Pili are much shorter, thinner, and straighter. Some bacteria have up to 200 of them covering the surface. Draw several short, straight or slightly rigid lines poking outward from the cell wall, distributed around the perimeter. Keep them clearly shorter and stiffer-looking than the flagella so the two are easy to tell apart. If your diagram asks for a sex pilus specifically, draw one noticeably longer pilus among the shorter common pili.

Label Everything Clearly

Draw thin leader lines from each structure out to the margin of your page, and write the label at the end of each line. The standard labels for a complete prokaryotic cell diagram are:

  • Capsule
  • Cell wall
  • Cell (plasma) membrane
  • Cytoplasm
  • Nucleoid
  • Plasmid(s)
  • Ribosomes
  • Flagellum
  • Pili (fimbriae)

Keep your leader lines straight and avoid crossing them. A good trick is to place all labels on one side if your diagram is simple, or split them left and right if you have many structures to identify. Point each line to the exact structure it names, not just the general area.

Common Mistakes to Avoid

The most frequent error is drawing a membrane around the nucleoid. A prokaryotic cell, by definition, lacks membrane-bound organelles. The nucleoid is an open region, not an enclosed compartment. If your nucleoid looks like a nucleus with a clear boundary, erase the border.

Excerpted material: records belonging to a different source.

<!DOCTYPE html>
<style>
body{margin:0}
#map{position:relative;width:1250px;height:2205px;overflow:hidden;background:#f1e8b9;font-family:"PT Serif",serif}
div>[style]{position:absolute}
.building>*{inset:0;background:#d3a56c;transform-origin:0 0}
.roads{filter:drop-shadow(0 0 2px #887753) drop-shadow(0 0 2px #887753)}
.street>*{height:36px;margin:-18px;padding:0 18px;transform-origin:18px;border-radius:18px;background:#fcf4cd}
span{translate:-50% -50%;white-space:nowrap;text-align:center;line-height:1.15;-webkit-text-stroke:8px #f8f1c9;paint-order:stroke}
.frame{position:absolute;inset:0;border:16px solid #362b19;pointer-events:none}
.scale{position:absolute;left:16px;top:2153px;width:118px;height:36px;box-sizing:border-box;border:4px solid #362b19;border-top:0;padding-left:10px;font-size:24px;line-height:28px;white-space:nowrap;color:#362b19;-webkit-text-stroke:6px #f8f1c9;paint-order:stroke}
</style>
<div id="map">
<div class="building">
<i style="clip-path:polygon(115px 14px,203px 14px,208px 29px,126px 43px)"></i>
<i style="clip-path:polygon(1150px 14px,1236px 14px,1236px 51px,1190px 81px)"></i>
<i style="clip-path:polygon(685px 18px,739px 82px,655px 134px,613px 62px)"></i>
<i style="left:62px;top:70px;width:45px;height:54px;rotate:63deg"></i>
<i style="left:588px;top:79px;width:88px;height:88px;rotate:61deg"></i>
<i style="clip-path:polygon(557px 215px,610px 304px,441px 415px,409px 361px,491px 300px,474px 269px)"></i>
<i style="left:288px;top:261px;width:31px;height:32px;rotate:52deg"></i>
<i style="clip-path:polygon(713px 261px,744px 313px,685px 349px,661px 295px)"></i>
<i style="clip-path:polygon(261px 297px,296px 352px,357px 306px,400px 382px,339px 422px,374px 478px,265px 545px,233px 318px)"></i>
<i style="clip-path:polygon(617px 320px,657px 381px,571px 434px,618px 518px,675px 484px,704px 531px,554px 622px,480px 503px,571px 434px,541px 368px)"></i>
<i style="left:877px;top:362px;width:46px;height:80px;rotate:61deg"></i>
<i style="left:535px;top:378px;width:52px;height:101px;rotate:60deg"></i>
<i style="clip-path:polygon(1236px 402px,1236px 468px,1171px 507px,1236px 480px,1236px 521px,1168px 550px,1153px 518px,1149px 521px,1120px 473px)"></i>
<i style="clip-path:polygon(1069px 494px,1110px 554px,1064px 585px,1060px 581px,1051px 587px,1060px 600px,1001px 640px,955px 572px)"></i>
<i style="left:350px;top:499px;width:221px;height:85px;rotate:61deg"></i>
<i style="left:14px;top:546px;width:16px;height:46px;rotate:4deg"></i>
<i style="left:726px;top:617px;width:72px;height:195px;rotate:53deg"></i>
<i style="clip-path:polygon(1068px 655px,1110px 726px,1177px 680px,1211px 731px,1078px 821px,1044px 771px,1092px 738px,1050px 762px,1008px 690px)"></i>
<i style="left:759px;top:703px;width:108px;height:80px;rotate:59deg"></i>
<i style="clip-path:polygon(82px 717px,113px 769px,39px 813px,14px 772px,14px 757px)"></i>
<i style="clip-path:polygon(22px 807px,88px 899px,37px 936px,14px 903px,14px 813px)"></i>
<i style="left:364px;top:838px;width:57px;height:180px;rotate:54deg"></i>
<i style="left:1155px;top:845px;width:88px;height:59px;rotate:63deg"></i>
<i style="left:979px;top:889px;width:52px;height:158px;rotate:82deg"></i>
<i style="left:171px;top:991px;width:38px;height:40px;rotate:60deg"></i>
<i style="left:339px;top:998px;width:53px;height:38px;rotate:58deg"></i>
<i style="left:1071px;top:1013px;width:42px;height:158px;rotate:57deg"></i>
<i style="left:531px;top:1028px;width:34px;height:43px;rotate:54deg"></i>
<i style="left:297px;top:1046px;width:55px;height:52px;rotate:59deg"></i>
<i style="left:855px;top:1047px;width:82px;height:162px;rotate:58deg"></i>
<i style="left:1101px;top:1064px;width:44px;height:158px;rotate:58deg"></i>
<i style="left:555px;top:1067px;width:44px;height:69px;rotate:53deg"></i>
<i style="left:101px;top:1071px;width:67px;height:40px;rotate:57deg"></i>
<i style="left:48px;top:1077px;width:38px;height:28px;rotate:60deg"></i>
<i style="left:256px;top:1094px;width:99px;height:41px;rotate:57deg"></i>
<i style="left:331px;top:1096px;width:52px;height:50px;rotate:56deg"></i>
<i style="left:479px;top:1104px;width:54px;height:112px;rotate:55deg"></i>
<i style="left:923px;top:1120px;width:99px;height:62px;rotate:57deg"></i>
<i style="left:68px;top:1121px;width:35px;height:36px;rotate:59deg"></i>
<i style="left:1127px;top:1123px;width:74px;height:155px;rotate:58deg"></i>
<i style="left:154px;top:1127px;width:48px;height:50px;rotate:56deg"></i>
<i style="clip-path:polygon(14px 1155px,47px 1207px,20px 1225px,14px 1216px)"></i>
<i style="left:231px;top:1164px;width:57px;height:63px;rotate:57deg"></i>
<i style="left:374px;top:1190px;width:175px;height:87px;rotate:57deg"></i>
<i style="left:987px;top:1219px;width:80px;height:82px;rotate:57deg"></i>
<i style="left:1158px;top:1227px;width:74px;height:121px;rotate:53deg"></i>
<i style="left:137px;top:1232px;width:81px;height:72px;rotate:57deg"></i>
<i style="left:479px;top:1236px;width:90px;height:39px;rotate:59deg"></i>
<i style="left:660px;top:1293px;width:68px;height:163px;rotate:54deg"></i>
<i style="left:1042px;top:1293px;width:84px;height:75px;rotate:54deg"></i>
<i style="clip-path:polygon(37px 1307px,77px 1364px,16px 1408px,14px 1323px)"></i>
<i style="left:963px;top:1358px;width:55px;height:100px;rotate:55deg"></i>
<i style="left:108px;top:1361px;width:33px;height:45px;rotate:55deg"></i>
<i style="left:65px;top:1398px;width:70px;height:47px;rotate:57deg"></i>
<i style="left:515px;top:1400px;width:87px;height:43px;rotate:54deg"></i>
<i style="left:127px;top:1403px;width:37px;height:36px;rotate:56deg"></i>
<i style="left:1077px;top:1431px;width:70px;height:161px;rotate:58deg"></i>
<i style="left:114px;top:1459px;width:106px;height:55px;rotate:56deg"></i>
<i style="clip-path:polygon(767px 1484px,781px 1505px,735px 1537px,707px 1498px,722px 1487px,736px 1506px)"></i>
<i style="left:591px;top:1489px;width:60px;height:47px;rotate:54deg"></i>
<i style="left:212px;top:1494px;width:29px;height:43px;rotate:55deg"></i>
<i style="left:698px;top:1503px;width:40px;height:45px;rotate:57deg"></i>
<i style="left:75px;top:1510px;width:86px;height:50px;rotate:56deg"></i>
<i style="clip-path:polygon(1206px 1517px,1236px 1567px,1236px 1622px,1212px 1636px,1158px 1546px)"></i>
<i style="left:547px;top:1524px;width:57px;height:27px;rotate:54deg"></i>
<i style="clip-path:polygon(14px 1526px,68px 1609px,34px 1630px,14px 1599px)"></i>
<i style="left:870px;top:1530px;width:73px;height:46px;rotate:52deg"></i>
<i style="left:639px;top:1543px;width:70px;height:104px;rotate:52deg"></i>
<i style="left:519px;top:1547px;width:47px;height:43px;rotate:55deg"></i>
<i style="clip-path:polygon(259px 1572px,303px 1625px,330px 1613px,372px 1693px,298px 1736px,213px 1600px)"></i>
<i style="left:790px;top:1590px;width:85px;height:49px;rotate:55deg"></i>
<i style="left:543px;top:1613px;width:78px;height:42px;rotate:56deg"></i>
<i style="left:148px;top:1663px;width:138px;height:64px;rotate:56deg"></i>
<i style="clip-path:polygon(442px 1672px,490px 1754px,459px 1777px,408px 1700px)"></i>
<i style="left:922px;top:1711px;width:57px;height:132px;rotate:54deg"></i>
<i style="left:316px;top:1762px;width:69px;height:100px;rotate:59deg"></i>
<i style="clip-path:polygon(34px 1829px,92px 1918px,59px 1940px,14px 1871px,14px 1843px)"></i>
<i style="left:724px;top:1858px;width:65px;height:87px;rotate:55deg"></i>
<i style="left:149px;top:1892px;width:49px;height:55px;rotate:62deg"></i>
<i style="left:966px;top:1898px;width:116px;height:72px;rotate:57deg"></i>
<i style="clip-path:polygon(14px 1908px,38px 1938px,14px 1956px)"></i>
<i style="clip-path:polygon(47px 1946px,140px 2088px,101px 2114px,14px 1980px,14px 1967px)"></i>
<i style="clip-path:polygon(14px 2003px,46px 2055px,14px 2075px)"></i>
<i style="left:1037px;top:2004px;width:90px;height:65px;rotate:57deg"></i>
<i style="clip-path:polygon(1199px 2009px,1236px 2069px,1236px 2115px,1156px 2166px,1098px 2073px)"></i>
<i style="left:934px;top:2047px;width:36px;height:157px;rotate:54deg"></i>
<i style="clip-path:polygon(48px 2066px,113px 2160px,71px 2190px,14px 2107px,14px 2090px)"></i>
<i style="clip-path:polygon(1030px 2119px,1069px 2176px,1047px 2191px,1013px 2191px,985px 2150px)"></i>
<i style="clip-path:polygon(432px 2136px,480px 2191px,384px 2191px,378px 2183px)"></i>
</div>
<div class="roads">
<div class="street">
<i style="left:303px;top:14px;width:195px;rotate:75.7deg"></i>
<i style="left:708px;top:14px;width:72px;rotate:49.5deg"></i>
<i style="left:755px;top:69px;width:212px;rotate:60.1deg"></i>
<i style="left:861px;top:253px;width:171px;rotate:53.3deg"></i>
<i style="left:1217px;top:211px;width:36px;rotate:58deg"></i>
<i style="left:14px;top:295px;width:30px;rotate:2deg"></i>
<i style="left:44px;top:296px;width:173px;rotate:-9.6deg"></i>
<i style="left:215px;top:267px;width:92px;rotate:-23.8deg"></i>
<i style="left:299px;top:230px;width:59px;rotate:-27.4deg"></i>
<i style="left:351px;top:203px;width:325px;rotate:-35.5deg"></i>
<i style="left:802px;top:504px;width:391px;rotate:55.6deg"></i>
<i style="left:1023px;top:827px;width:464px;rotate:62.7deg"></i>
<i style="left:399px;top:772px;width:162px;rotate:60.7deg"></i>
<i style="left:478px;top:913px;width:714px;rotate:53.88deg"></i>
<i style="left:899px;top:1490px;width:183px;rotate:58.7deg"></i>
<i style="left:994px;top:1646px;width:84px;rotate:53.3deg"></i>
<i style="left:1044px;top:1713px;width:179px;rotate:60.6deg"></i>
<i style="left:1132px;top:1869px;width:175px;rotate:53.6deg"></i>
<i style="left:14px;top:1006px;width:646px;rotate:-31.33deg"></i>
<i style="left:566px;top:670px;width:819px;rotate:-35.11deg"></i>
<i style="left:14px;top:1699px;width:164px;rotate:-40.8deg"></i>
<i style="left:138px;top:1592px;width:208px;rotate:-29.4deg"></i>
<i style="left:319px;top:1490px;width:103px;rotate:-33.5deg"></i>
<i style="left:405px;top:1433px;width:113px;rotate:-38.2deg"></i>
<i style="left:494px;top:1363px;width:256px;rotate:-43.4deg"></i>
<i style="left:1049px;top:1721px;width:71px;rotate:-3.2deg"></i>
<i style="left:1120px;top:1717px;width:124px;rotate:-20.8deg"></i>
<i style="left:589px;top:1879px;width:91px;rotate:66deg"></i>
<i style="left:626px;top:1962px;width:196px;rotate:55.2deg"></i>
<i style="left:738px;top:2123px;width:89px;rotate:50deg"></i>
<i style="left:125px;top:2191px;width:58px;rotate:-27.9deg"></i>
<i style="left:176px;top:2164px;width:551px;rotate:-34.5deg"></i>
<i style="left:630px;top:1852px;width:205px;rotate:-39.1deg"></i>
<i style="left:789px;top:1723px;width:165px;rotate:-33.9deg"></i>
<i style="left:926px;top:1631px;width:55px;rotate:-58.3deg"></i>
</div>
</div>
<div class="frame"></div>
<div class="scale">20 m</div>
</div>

Another common mistake is making the plasmids the same size as the nucleoid. The chromosome in the nucleoid is vastly larger. Your plasmid rings should be small enough that two or three of them could fit inside the nucleoid region with room to spare.

Watch your proportions on flagella too. Students often draw them too short. A flagellum is frequently longer than the entire cell body, so let those wavy lines extend well beyond the capsule. Pili, on the other hand, should be stubby by comparison. If your pili and flagella look the same length, shorten the pili.

Finally, don’t leave the cytoplasm empty. Even if your diagram style is minimalist, a scattering of ribosome dots fills the interior and shows that you understand the cytoplasm is packed with molecular machinery, not hollow space.